* _About this exercise_
Every entry below must be repeated exactly; skip the pictures.

* _Provided information_

■ ■ ■ ■ ■ ■ ■

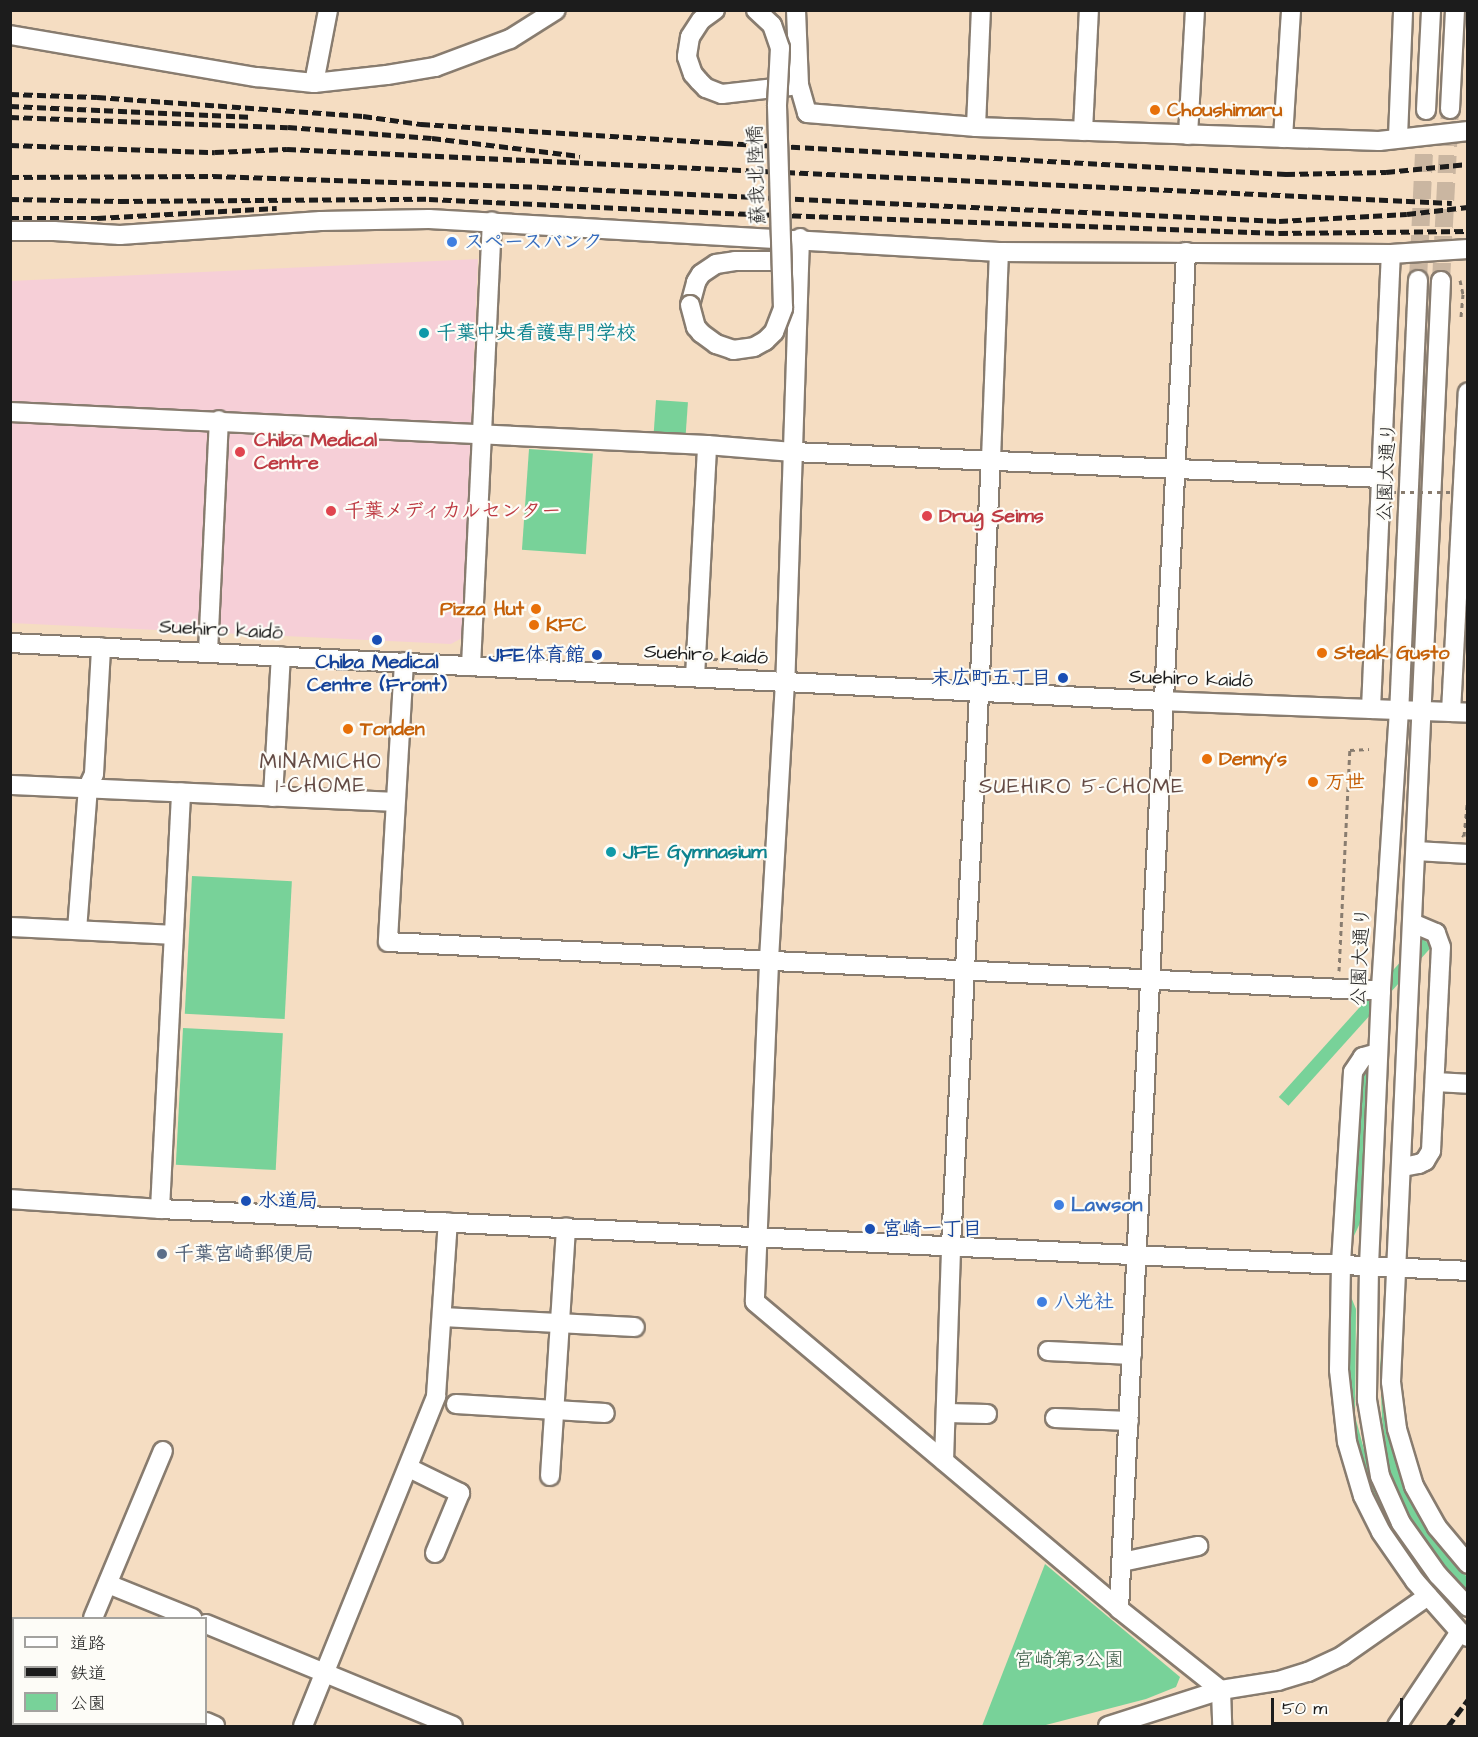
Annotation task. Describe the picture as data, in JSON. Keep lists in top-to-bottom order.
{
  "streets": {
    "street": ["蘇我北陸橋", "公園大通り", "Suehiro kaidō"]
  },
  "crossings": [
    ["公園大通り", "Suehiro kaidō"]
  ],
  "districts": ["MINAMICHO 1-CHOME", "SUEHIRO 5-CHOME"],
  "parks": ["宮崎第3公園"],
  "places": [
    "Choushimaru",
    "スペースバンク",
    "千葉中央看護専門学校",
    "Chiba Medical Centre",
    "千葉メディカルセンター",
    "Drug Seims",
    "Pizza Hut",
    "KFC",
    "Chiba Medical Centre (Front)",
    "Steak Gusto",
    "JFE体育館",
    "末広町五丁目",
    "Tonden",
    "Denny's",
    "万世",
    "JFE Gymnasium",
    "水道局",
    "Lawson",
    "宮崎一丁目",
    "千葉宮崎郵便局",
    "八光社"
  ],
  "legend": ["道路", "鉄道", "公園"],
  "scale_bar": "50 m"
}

■ ■ ■ ■ ■ ■ ■

* _Task output_
Annotation task. Describe the picture as data, in JSON. Keep lists in top-to-bottom order.
{
  "streets": {
    "street": ["蘇我北陸橋", "公園大通り", "Suehiro kaidō"]
  },
  "crossings": [
    ["公園大通り", "Suehiro kaidō"]
  ],
  "districts": ["MINAMICHO 1-CHOME", "SUEHIRO 5-CHOME"],
  "parks": ["宮崎第3公園"],
  "places": [
    "Choushimaru",
    "スペースバンク",
    "千葉中央看護専門学校",
    "Chiba Medical Centre",
    "千葉メディカルセンター",
    "Drug Seims",
    "Pizza Hut",
    "KFC",
    "Chiba Medical Centre (Front)",
    "Steak Gusto",
    "JFE体育館",
    "末広町五丁目",
    "Tonden",
    "Denny's",
    "万世",
    "JFE Gymnasium",
    "水道局",
    "Lawson",
    "宮崎一丁目",
    "千葉宮崎郵便局",
    "八光社"
  ],
  "legend": ["道路", "鉄道", "公園"],
  "scale_bar": "50 m"
}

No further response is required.